▶ Aim of the exercise
The records below are to be duplicated exactly as they appear.

#### Material to process ####

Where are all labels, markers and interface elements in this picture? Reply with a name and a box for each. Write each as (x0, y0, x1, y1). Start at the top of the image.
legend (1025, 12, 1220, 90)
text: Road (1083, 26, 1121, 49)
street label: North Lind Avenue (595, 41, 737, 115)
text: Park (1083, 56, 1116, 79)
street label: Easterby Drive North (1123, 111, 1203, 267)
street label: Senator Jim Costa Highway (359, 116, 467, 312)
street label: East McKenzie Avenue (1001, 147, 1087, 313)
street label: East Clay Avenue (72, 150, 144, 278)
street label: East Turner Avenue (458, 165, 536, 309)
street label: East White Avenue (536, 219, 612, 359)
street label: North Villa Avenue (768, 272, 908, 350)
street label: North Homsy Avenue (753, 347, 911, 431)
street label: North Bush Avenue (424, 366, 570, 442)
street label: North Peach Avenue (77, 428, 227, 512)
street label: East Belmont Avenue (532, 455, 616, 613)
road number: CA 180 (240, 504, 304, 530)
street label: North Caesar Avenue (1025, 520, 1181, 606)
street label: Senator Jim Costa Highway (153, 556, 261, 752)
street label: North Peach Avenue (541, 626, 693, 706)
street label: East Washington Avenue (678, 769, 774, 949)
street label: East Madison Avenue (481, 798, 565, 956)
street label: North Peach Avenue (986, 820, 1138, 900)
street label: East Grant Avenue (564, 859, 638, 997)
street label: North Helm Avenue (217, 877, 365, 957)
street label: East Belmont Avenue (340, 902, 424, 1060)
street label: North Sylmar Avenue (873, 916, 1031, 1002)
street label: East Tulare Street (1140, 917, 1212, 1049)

####

▶ Answer box
Where are all labels, markers and interface elements in this picture? Reply with a name and a box for each. Write each as (x0, y0, x1, y1). Start at the top of the image.
legend (1025, 12, 1220, 90)
text: Road (1083, 26, 1121, 49)
street label: North Lind Avenue (595, 41, 737, 115)
text: Park (1083, 56, 1116, 79)
street label: Easterby Drive North (1123, 111, 1203, 267)
street label: Senator Jim Costa Highway (359, 116, 467, 312)
street label: East McKenzie Avenue (1001, 147, 1087, 313)
street label: East Clay Avenue (72, 150, 144, 278)
street label: East Turner Avenue (458, 165, 536, 309)
street label: East White Avenue (536, 219, 612, 359)
street label: North Villa Avenue (768, 272, 908, 350)
street label: North Homsy Avenue (753, 347, 911, 431)
street label: North Bush Avenue (424, 366, 570, 442)
street label: North Peach Avenue (77, 428, 227, 512)
street label: East Belmont Avenue (532, 455, 616, 613)
road number: CA 180 (240, 504, 304, 530)
street label: North Caesar Avenue (1025, 520, 1181, 606)
street label: Senator Jim Costa Highway (153, 556, 261, 752)
street label: North Peach Avenue (541, 626, 693, 706)
street label: East Washington Avenue (678, 769, 774, 949)
street label: East Madison Avenue (481, 798, 565, 956)
street label: North Peach Avenue (986, 820, 1138, 900)
street label: East Grant Avenue (564, 859, 638, 997)
street label: North Helm Avenue (217, 877, 365, 957)
street label: East Belmont Avenue (340, 902, 424, 1060)
street label: North Sylmar Avenue (873, 916, 1031, 1002)
street label: East Tulare Street (1140, 917, 1212, 1049)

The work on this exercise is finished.